The Partner’s Perspective Program kicks off on Friday night from 6-10pm with a fun, relaxing social event.  Saturday morning commences with Partners Perspective attendees walking through historic downtown Raleigh, NC in the Diabetes Awareness Walk to support their partners with diabetes publicly. 10am-5pm partners participate in separate education/breakout sessions  chock full of educational information about diabetes to help them better understand and support their partner. There will be lots of “how to” discussions from leading experts who understand the physical and mental challenges faced by women with diabetes. Then, partners join their loved ones for a celebratory lunch and watch their spouse/loved one be publicly recognized for the number of years she has lived with diabetes. Sunday, partners will join back together again for a fun social activity in downtown Raleigh, NC.  

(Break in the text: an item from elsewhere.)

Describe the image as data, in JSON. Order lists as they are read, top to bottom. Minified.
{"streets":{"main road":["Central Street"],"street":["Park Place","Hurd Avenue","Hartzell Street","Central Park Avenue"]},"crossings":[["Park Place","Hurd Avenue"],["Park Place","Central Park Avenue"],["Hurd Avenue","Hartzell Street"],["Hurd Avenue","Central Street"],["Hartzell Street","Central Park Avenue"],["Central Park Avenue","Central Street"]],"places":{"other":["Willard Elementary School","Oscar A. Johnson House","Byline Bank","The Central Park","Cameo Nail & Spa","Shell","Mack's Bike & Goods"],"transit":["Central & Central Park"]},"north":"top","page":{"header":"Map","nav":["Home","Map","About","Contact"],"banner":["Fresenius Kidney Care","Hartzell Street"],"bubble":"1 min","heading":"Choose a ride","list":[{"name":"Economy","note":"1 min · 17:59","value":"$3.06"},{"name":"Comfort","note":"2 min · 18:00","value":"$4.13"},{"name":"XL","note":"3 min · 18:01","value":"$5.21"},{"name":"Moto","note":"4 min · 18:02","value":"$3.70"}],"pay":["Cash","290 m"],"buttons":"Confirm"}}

“Weekend for Women” runs May 3-May 5 in Raleigh, North Carolina. I’ll be there, among many experts, leading a workshop on how to “Ignite Your Diabetes-Power.” Join us and make it an event you can go to with your partner and both go home and talk about. Register here

When I told my husband, now of 11 years, shortly before the wedding, “Maybe you want to think twice about this. You know life with a diabetic will be uncertain…” he didn’t miss a beat. “I’m with you and you’re with me,” he said, and he’s been saying it ever since.


The abcs of helping patients

Yesterday I had the great pleasure to deliver 50 of my TheABCs of Loving Yourself with Diabetes books to Dr. Gerald Bernstein at the Friedman Diabetes Institute, a free diabetes resource/learning center in Manhattan, and part of Beth Israel Hospital. Dr. Bernstein, Director of the Diabetes Management Program at the Institute, pioneered a major diabetes center in the 90’s in NYC that was eliminated with almost all the others due to financial woes.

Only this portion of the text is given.